The Battle of Rumaila, also known as the Battle of the Causeway or the Battle of the Junkyard, was a controversial engagement that took place on March 2, 1991, near the Rumaila oil field in the Euphrates Valley of southern Iraq, when the U.S. Army forces, mostly the 24th Infantry Division under Lt. Gen. Barry McCaffrey and air elements of the 101st Airborne Division, engaged and nearly annihilated a large column of withdrawing Iraqi Republican Guard armored forces during the immediate aftermath of the Gulf War.
== Battle ==
Iraqi Republican Guard forces were engaged within the Hammar Marshes of the Tigris–Euphrates river system in Iraq while attempting to reach and cross the Lake Hammar causeway and escape northward toward Baghdad.
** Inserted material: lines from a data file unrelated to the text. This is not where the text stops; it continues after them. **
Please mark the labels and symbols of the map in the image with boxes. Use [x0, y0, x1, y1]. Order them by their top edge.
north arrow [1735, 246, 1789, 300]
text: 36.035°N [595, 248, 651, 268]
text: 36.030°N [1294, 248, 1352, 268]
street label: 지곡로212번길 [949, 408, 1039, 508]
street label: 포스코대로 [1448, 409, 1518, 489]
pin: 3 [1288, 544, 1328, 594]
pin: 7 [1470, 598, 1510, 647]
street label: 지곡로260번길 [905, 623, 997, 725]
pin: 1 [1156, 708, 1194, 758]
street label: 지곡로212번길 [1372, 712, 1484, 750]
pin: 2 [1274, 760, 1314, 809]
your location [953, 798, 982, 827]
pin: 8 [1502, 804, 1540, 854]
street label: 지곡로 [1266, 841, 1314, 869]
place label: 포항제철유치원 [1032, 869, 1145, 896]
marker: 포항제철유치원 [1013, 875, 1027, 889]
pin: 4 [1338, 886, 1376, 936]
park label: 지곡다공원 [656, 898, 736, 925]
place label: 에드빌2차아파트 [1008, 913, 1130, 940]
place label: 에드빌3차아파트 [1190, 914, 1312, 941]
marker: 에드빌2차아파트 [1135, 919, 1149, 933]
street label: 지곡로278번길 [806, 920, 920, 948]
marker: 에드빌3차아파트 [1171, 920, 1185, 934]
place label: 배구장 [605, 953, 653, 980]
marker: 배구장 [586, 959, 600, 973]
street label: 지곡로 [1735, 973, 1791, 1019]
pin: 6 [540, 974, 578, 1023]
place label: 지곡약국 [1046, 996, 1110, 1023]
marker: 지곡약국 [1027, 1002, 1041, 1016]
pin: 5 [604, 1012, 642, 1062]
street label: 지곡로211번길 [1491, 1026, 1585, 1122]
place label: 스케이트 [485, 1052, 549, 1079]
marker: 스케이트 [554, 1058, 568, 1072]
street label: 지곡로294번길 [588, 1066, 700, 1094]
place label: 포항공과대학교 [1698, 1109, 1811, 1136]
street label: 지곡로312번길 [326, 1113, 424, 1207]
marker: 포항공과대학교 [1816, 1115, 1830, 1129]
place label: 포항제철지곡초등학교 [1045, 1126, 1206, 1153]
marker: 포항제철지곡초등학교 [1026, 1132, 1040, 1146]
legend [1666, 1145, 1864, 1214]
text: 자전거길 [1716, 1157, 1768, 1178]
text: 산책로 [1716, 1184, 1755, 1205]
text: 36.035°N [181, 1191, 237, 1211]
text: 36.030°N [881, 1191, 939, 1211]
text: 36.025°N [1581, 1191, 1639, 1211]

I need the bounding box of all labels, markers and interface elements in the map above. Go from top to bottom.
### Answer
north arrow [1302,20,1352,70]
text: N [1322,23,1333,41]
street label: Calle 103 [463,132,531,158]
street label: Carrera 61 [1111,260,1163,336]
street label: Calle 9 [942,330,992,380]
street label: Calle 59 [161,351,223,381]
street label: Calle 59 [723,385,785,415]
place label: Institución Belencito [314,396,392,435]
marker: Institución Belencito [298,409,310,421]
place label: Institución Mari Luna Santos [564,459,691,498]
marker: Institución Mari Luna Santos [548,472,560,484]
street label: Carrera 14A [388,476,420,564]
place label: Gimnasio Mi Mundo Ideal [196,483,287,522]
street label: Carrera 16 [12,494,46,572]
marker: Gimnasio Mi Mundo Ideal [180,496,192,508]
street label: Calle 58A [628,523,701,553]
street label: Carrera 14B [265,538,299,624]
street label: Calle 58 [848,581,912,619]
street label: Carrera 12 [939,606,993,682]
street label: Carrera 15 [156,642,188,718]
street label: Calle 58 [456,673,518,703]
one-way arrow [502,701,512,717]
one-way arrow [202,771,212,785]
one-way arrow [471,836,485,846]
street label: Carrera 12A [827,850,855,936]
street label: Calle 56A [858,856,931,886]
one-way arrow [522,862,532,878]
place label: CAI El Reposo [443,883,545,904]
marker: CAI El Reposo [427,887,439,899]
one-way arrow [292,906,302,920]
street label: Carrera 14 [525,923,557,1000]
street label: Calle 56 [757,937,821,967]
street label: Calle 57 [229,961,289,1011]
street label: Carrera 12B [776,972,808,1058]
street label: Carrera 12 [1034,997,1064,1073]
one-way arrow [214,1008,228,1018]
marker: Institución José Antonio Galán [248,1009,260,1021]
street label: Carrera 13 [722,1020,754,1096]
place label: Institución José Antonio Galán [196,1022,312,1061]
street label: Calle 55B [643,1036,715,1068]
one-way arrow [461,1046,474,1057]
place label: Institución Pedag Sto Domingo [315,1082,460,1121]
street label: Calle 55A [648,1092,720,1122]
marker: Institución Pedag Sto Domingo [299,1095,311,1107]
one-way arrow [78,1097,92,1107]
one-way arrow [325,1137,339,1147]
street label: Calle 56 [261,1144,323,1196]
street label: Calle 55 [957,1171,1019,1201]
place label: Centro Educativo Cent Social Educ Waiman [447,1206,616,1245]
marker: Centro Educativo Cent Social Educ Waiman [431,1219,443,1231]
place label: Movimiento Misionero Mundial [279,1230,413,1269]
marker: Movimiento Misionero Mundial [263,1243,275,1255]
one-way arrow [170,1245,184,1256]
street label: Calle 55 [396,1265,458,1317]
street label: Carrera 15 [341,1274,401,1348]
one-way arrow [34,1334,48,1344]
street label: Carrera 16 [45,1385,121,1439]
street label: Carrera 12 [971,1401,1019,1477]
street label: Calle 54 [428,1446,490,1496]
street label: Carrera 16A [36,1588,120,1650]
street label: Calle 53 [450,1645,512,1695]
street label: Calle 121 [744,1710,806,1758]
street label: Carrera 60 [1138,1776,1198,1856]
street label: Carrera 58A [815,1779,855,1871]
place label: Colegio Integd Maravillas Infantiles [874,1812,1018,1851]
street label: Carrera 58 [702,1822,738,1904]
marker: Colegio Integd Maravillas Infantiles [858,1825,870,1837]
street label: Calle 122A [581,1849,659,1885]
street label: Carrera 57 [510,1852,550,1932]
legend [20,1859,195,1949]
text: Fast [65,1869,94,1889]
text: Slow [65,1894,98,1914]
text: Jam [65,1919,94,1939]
Most of the five-mile-long Iraqi caravan of several hundred vehicles was first boxed into a kill zone and then in the course of the next five hours systematically devastated by the U.S. 24th Infantry Division, including its armored forces, by AH-64 Apache attack helicopters, and five artillery battalions.〔 Helicopters of the 101st Airborne Division (from the 101st Aviation Regiment and the 12th Combat Aviation Brigade) also joined in for the attack and were credited with destroying 14 armored personnel carriers, eight BM-21 Grad multiple rocket launchers, four enemy helicopters, 56 trucks and two SA-6 radars and seriously damaging a bridge across the Euphrates.〔E. M. Flanagan, ''Lightning: The 101st in the Gulf War''.〕 The attack continued until the trapped vehicles were all destroyed, including at least 39 T-72 tanks and 52 other armored vehicles from the elite 1st Armored Division "Hammurabi", resulting in the destruction of one of its brigades.〔Stephen Alan Bourque, John W. Burdan, ''The Road to Safwan: The 1st Squadron, 4th Cavalry in the 1991 Persian Gulf War''.〕
McCaffrey reported the elimination of 187 armored vehicles, 43 artillery pieces, and over 400 trucks.〔〔Richard S. Lowry, ''The Gulf War Chronicles: A Military History of the First War With Iraq''.〕 The battle was one-sided and Iraqi attempts to return fire proved to be almost completely ineffective, as during the engagement only one U.S. soldier was injured and two U.S. armored vehicles were lost (an M2 Bradley infantry fighting vehicle damaged by enemy fire and an M1 Abrams tank set on fire by a nearby explosion of an Iraqi truck). A bus with women and children was also reportedly destroyed, which later troubled many U.S. soldiers.〔 Surviving Iraqi soldiers were either taken prisoner, fled on foot or swam to safety.〔

抄文引用元・出典: フリー百科事典『 ウィキペディア(Wikipedia)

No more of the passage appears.